▶ **PROBLEM TO WORK ON**
Copy all lines below containing "named".

▶ **DATA FOR THE TASK**
[Start of section]

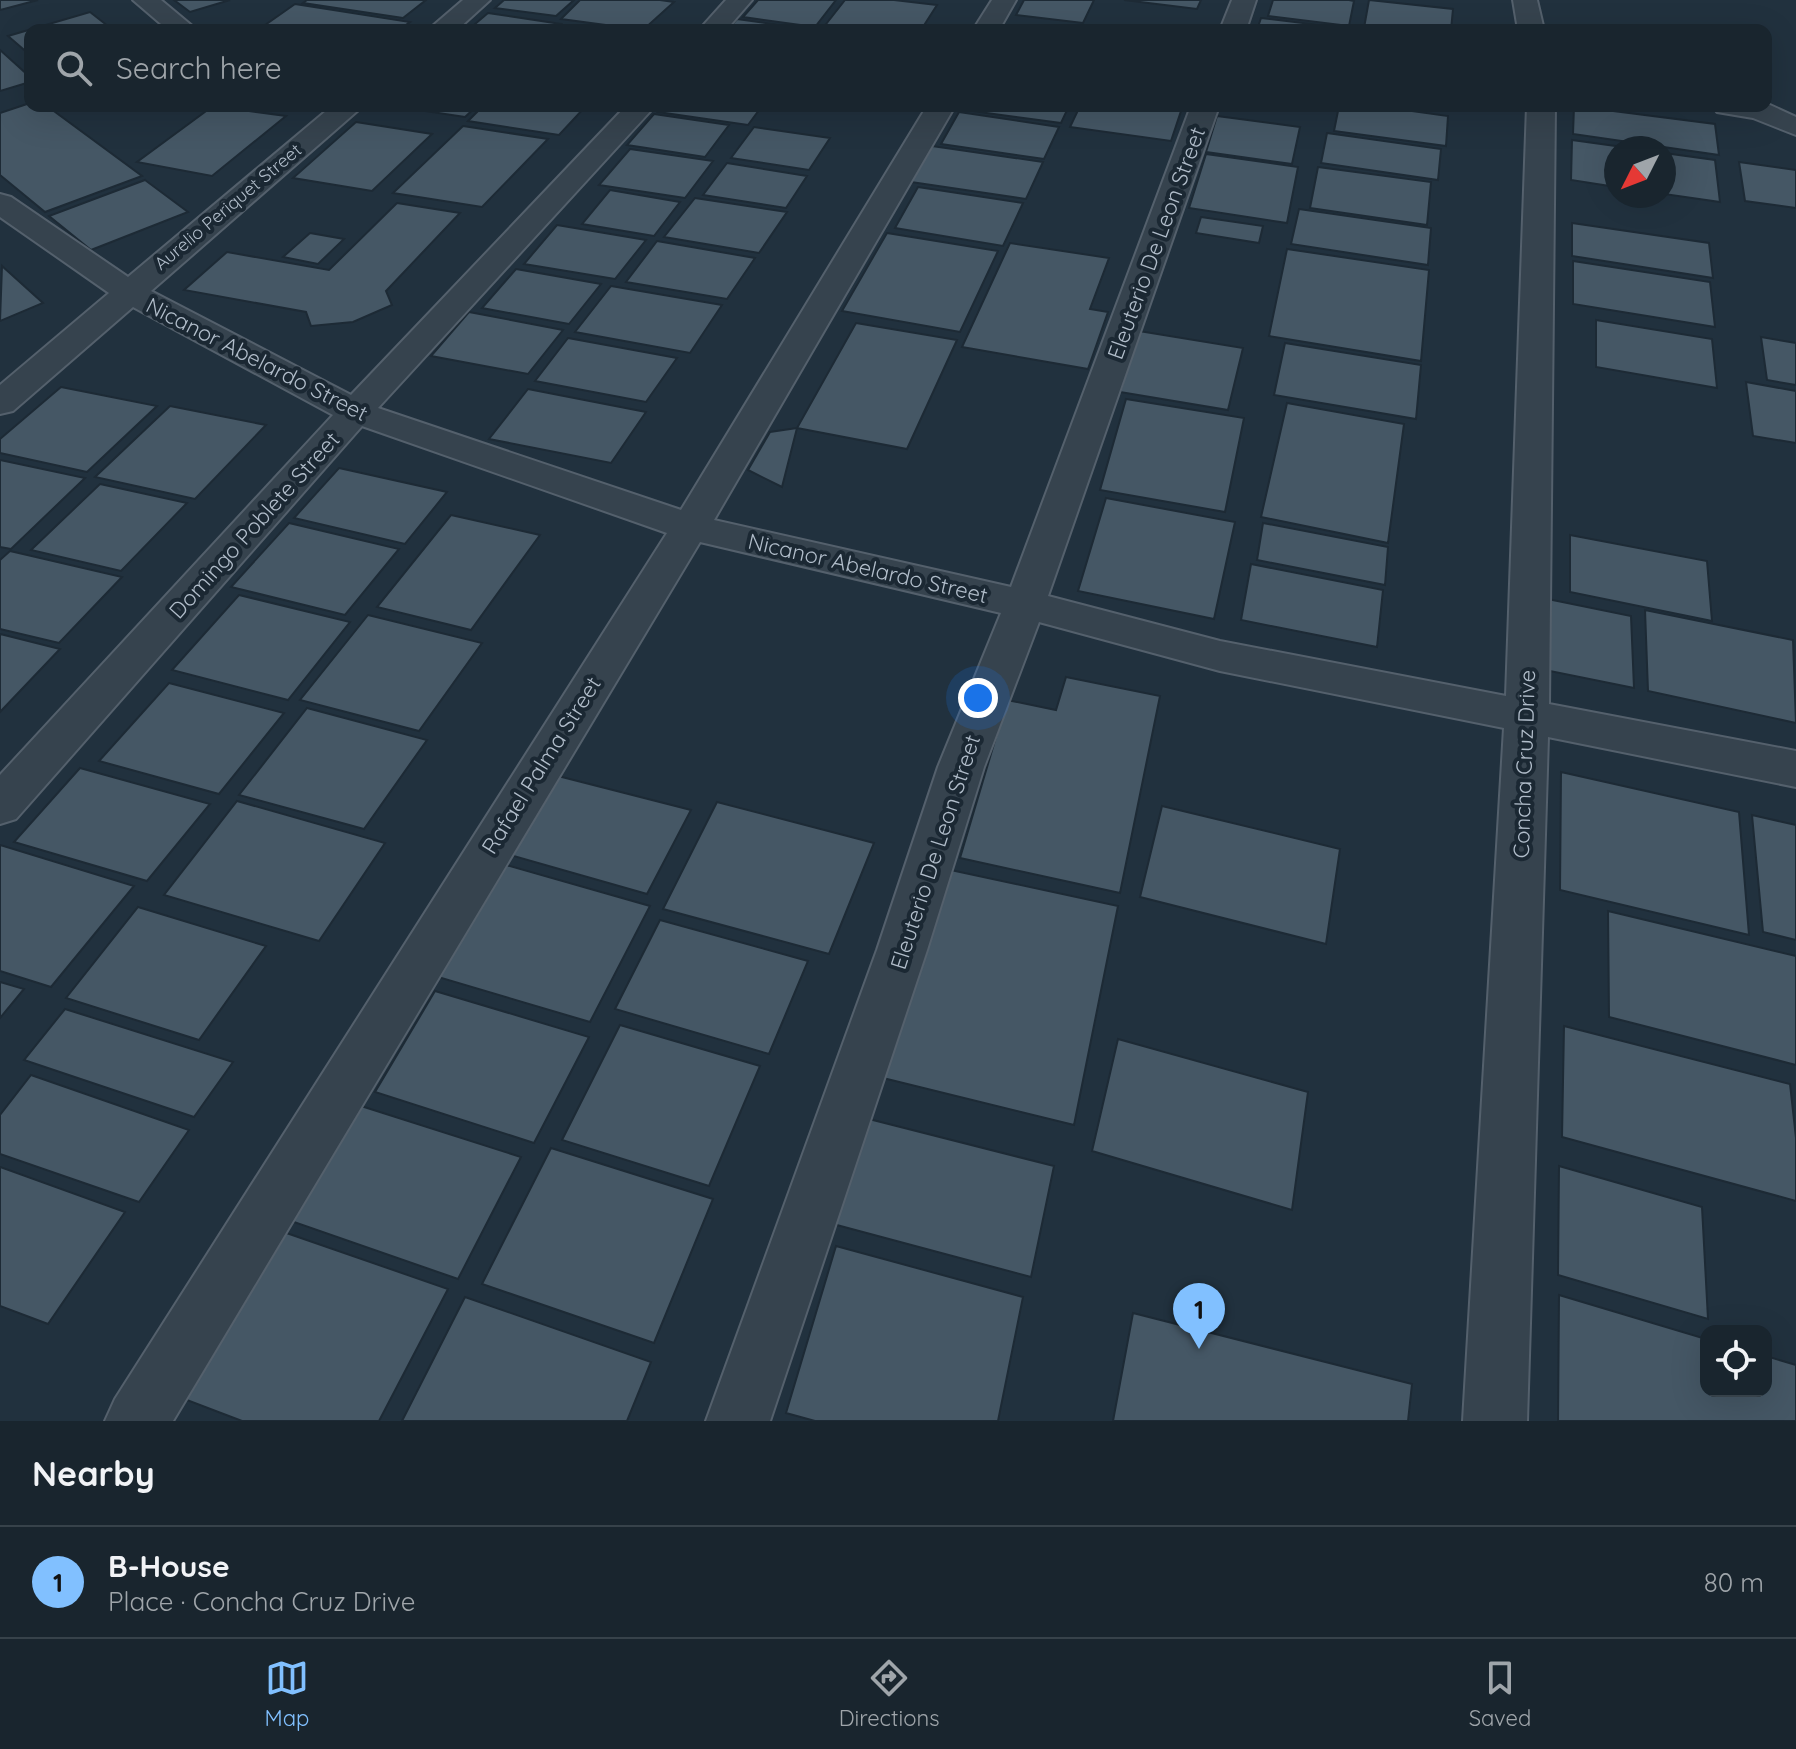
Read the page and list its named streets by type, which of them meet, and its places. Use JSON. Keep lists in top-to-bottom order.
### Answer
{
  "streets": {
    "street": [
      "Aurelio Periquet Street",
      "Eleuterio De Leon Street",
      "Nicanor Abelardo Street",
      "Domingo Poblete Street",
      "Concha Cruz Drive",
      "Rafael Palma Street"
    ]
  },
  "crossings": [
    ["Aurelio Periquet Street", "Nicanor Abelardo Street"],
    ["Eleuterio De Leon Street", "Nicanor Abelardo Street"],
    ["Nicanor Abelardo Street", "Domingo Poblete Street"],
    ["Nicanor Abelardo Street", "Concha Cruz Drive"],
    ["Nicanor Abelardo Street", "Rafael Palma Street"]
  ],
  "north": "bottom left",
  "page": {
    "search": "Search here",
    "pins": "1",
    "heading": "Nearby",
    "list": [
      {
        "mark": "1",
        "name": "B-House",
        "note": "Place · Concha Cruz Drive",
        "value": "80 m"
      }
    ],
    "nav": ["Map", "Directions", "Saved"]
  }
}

[End of section]
[Start of section]

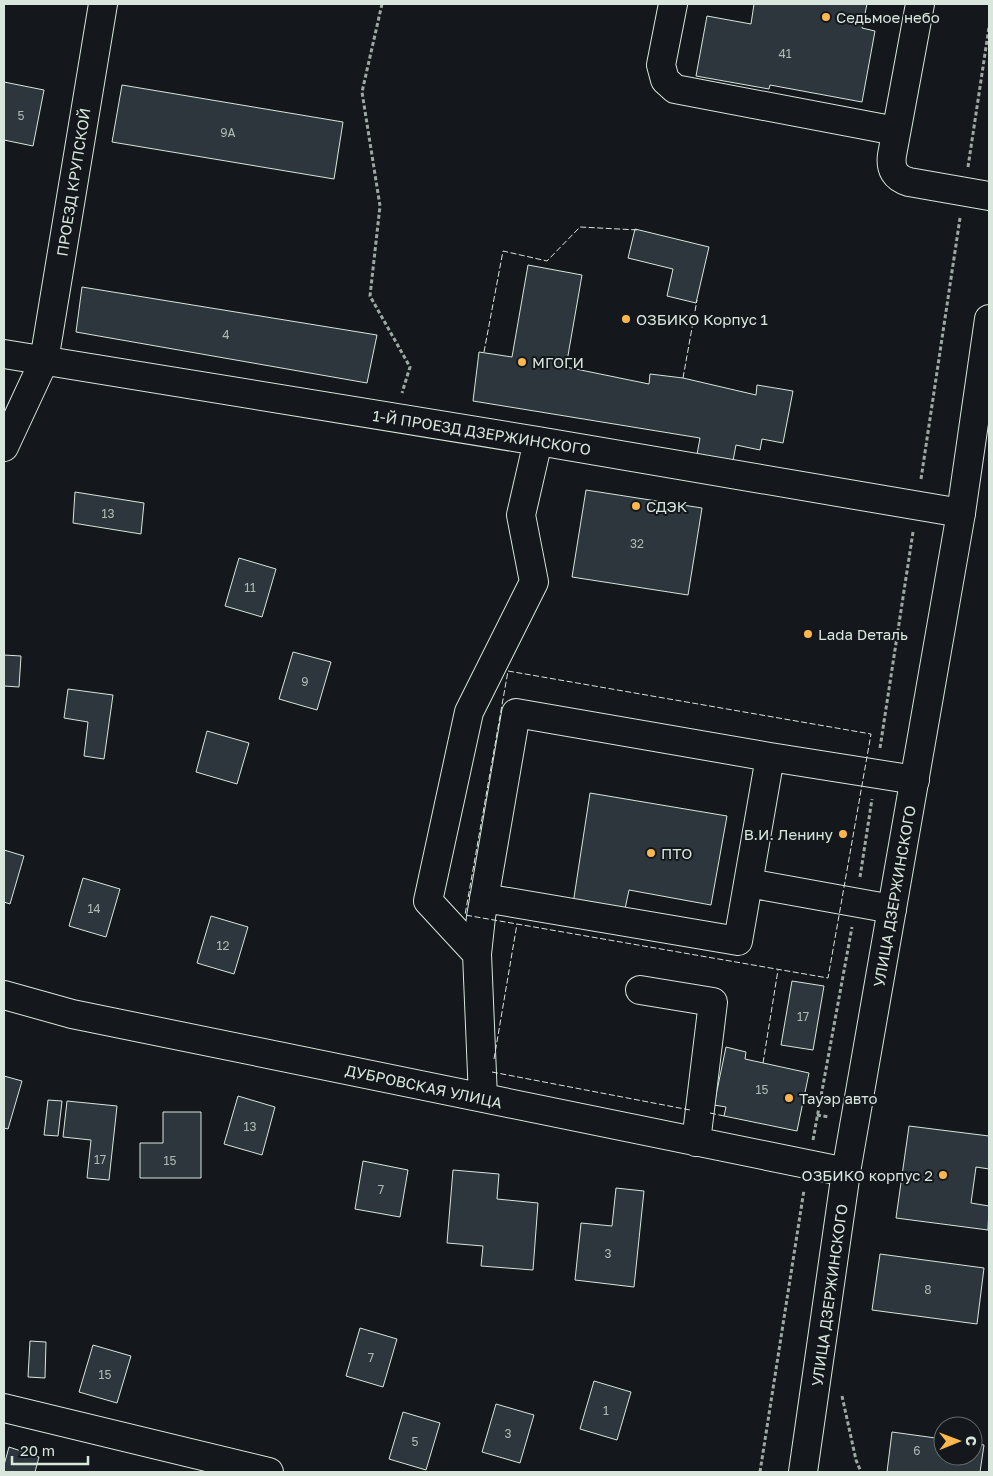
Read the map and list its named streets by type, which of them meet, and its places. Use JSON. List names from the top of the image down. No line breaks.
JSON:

[End of section]

▶ **TASK RESULT**
Read the page and list its named streets by type, which of them meet, and its places. Use JSON. Keep lists in top-to-bottom order.
Read the map and list its named streets by type, which of them meet, and its places. Use JSON. List names from the top of the image down. No line breaks.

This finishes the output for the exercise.